Democratic Group Practice Section Newsletter - September 2007, Vol 1, #2
Democratic Group Practice Section Meeting at Scientific Assembly
Make plans to attend the Democratic Group Practice Section Meeting!
Wednesday, October 10, 2007
10:00 am - 12:00 pm
Room 307-308, Washington State Convention and Trade Center
Come join your colleagues to discuss the issues most pertinent to democratic groups.
Be sure to check the schedule on-site as meeting times and location could change.
Back to Top
From the Chair
George Molzen, MD FACEP
In the last newsletter, I outlined a general overview (from my perspective) of ACEP’s support for its members who practice in a democratic group. As I discussed last time, the definition of what a democratic group really is (is it having an equity stake in the company? is it having a vote? is it having an equal vote? can a Kaiser physician who is in a multispecialty group be considered a member of a democratic group?) is being debated within the section. I suspect in the end, we will develop a very broad definition with multiple subcategories. However, further discussion on this issue will be saved for a future newsletter.
So while the definition of "a democratic emergency medicine group" is unclear even to members of the section, one thing I hope we can agree on is the difference between a small group and a regional or national group. Most small groups are democratic, although there are small groups which are hospital employed or single/limited contract holder groups.
For those ACEP members of small democratic groups, ACEP has some concrete help. I mentioned documents developed by ACEP that are designed to help just these members in the last newsletter. As a reminder, some of the best are:
One other recent development started, I am proud to say while I was President of ACEP, is ACEP’s Emergency Department Director’s Academy (EDDA). Many large groups have their own course, but prior to this educational opportunity from ACEP, medical directors from small groups did not have a similar resource. While any member can take the course, this opportunity is targeted at those in small groups to help level the playing field and help them compete.
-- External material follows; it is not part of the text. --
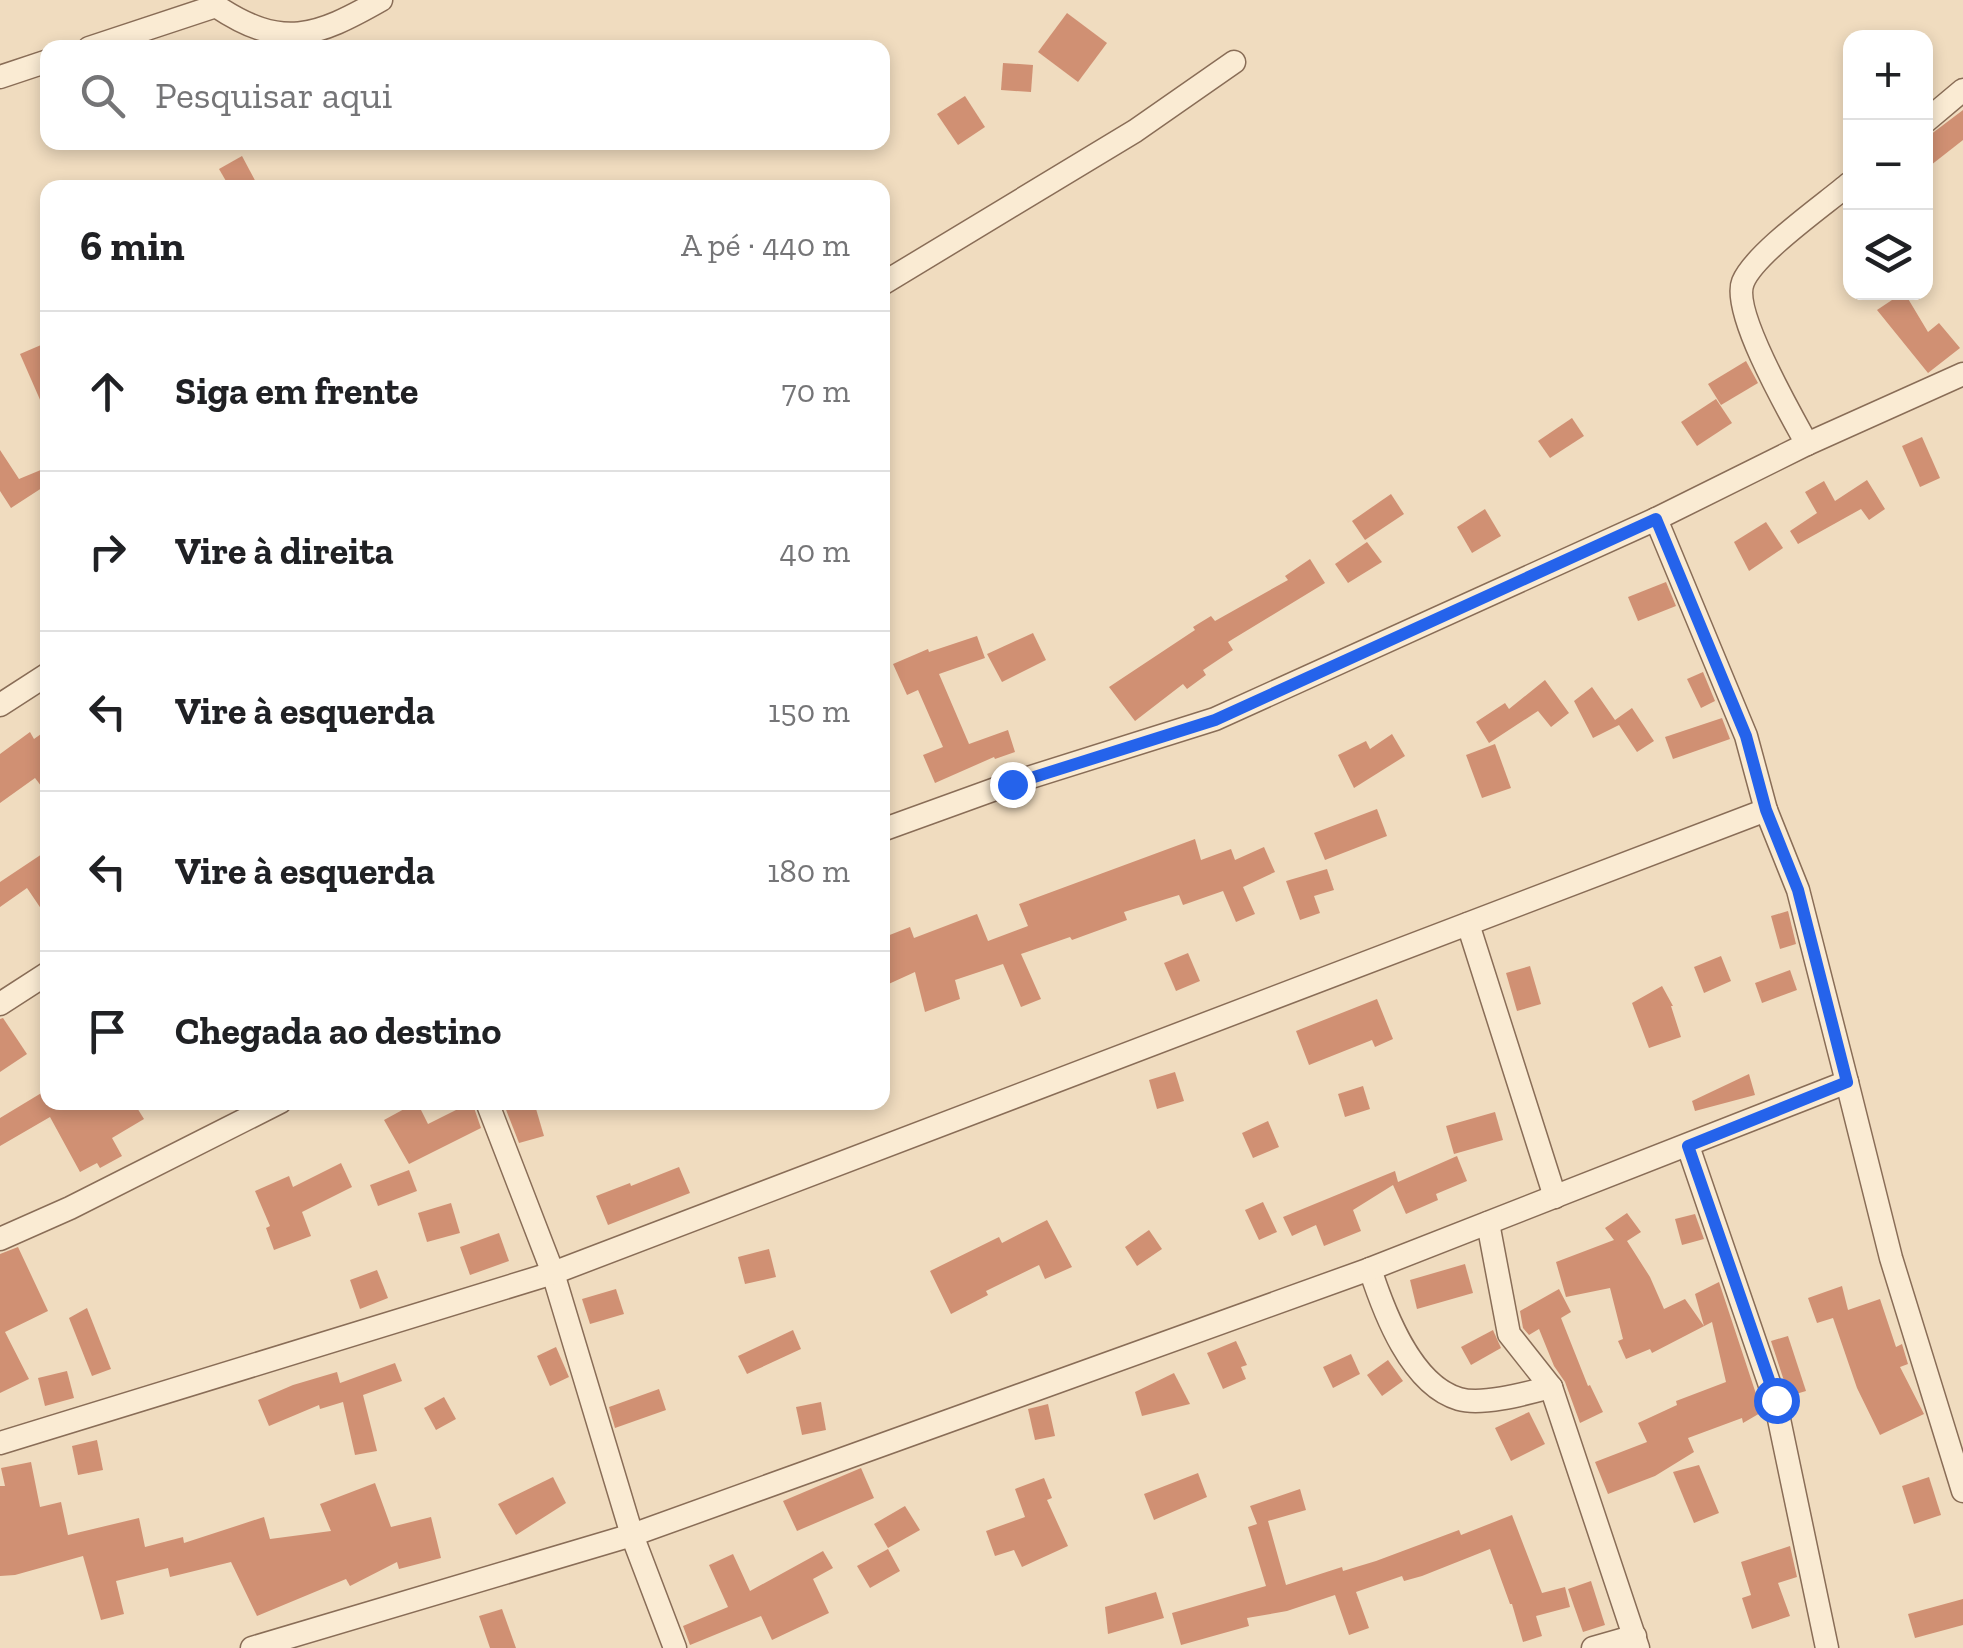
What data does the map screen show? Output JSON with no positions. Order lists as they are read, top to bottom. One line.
{"page":{"map_buttons":["+","−"],"search":"Pesquisar aqui","heading":["6 min","A pé · 440 m"],"list":[["Siga em frente","70 m"],["Vire à direita","40 m"],["Vire à esquerda","150 m"],["Vire à esquerda","180 m"],"Chegada ao destino"]}}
To be fair, many of the large groups contributed to the development of this course by allowing some of their medical director or principles to participate in its development.
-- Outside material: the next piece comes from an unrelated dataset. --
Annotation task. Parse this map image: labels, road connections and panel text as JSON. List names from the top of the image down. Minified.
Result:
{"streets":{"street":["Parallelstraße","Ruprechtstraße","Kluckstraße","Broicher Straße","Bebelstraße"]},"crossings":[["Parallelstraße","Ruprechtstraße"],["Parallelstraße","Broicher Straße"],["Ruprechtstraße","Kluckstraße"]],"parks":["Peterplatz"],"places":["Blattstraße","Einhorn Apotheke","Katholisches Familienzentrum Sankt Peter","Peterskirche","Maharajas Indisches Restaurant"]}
Just as large groups do not really need the information in the documents mentioned above, they really do not need the medical director’s course. But ACEP recognized this need of small groups, most of them democratic. This is, I would submit, another example of ACEP’s efforts to help democratic groups in a way that is not offered by any other emergency medicine organization. This course has the added benefit of helping standardize the basic information used by medical directors across the country.
One goal of this section is to serve as a forum for information exchange. It is my hope that we can support each other in this area as well. Learning from each other the best practices in emergency department administration will build on the basic information of the EDDA.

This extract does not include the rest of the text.